With notable exceptions, such as Harry Stack Sullivan: Interpersonal Theory and Psychotherapy by F. Barton Evans III (1996), Sullivan Revisited by Marco Conci (2013),and Handbook of Interpersonal Psychoanalysis by Lionells, Fiscalini, & Stern (2015), much of the invaluable theories of earlier interpersonalists such as Sullivan, Fromm-Reichmann, Pearce, and Newton have been given perfunctory recognition or omitted altogether in new and popular psychotherapeutic volumes.[12] Our book is not intended to replace the foundational works, but to make readable much of their somewhat dated and convoluted prose and to elaborate and expand their formulations into a modern, comprehensive theory. References to original conceptualizations are cited within the text and readers are urged to supplement their knowledge with specific fundamental readings, such as The Interpersonal Theory of Psychiatry (Sullivan, 1953), The Psychiatric Interview (Sullivan, 1954), Principles of Intensive Psychotherapy (Fromm-Reichmann, 1960) and The Conditions of Human Growth (Pearce & Newton, 1963).

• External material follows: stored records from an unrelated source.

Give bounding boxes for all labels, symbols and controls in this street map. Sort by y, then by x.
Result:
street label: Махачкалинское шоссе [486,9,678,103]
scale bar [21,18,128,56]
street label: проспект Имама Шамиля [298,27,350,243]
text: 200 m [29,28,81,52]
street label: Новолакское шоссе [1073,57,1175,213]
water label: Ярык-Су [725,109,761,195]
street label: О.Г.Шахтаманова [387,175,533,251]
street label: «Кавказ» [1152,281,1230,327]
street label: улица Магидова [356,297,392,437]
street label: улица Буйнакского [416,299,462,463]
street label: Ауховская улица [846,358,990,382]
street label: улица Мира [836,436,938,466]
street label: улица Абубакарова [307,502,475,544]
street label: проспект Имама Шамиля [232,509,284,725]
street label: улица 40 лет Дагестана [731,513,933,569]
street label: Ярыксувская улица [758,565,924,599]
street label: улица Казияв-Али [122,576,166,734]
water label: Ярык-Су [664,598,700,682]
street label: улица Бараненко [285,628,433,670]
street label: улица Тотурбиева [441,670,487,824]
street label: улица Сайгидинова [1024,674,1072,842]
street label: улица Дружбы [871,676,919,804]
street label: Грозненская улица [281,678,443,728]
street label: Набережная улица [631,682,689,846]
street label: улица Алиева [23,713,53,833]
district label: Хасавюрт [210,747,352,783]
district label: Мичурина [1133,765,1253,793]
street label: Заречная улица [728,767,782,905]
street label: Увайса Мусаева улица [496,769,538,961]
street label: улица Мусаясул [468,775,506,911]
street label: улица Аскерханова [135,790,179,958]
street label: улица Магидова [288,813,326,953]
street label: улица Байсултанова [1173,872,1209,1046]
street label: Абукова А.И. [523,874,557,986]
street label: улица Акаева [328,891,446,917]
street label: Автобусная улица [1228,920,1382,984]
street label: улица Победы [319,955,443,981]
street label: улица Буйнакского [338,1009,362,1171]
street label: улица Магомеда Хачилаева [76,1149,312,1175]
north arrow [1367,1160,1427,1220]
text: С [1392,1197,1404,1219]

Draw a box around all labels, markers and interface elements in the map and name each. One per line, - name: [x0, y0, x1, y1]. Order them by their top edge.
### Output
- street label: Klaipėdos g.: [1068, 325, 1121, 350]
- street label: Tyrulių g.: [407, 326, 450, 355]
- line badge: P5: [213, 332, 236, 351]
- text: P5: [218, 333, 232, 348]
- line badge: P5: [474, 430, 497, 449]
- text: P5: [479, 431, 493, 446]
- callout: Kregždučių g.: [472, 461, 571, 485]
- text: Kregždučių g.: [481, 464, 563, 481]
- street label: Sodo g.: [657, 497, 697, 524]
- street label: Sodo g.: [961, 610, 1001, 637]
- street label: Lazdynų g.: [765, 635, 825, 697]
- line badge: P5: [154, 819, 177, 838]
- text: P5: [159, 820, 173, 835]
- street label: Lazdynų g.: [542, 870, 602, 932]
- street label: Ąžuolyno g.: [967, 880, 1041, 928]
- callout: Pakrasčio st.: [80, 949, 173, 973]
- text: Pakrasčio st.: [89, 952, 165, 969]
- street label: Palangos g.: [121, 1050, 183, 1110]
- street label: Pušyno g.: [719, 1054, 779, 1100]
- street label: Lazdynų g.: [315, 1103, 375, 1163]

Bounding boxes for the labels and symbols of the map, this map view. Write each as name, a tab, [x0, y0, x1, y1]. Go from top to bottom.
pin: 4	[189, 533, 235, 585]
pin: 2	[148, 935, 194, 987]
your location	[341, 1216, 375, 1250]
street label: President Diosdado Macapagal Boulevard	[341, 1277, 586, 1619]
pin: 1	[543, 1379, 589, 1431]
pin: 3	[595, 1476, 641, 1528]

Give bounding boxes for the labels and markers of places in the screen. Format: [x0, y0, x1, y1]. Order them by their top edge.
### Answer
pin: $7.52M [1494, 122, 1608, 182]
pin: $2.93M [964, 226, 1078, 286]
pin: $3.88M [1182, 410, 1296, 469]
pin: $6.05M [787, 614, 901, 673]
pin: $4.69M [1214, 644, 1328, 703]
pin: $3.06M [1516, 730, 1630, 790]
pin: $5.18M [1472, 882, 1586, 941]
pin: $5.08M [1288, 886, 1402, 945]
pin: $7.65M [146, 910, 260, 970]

Using concrete examples within the contemporary social/economic/political milieu,Evolving Self delineates the internal conflicts and the real-life opportunities and obstacles that accompany each human developmental era. Rather than just looking at the individual, it is crucial to examine the interaction between people in a developmental sequence—in the context of the nuclear family or primary caretaker(s), the extended family, the community, and the larger world, especially in the era of social media. Our book also addresses practical applications; the insurance/pharmaceutical industries’ role in placing profit over need; and the larger issue of how the interpersonal approach to the social development of individual people relates to theories of the development of societies.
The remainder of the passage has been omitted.